Data excerpts:
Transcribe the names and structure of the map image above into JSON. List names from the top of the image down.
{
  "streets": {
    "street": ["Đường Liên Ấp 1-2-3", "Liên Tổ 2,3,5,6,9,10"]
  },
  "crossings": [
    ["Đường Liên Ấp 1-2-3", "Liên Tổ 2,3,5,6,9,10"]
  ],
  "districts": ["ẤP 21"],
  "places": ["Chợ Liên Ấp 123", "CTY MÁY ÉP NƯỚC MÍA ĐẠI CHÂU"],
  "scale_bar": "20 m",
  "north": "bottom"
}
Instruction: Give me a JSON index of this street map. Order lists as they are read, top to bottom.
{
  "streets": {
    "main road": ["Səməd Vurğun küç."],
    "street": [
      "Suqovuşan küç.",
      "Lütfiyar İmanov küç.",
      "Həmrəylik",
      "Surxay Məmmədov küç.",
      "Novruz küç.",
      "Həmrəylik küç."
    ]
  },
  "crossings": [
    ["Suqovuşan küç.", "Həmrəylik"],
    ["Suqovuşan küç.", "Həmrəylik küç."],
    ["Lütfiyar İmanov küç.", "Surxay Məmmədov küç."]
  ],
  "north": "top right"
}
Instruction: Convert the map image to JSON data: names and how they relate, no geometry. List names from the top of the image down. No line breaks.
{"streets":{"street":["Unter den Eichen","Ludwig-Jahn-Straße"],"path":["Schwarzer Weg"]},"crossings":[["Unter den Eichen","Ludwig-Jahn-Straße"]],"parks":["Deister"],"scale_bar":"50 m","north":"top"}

How to complete this task: Repeat the material above precisely.

Completed exercise:
Transcribe the names and structure of the map image above into JSON. List names from the top of the image down.
{
  "streets": {
    "street": ["Đường Liên Ấp 1-2-3", "Liên Tổ 2,3,5,6,9,10"]
  },
  "crossings": [
    ["Đường Liên Ấp 1-2-3", "Liên Tổ 2,3,5,6,9,10"]
  ],
  "districts": ["ẤP 21"],
  "places": ["Chợ Liên Ấp 123", "CTY MÁY ÉP NƯỚC MÍA ĐẠI CHÂU"],
  "scale_bar": "20 m",
  "north": "bottom"
}
Instruction: Give me a JSON index of this street map. Order lists as they are read, top to bottom.
{
  "streets": {
    "main road": ["Səməd Vurğun küç."],
    "street": [
      "Suqovuşan küç.",
      "Lütfiyar İmanov küç.",
      "Həmrəylik",
      "Surxay Məmmədov küç.",
      "Novruz küç.",
      "Həmrəylik küç."
    ]
  },
  "crossings": [
    ["Suqovuşan küç.", "Həmrəylik"],
    ["Suqovuşan küç.", "Həmrəylik küç."],
    ["Lütfiyar İmanov küç.", "Surxay Məmmədov küç."]
  ],
  "north": "top right"
}
Instruction: Convert the map image to JSON data: names and how they relate, no geometry. List names from the top of the image down. No line breaks.
{"streets":{"street":["Unter den Eichen","Ludwig-Jahn-Straße"],"path":["Schwarzer Weg"]},"crossings":[["Unter den Eichen","Ludwig-Jahn-Straße"]],"parks":["Deister"],"scale_bar":"50 m","north":"top"}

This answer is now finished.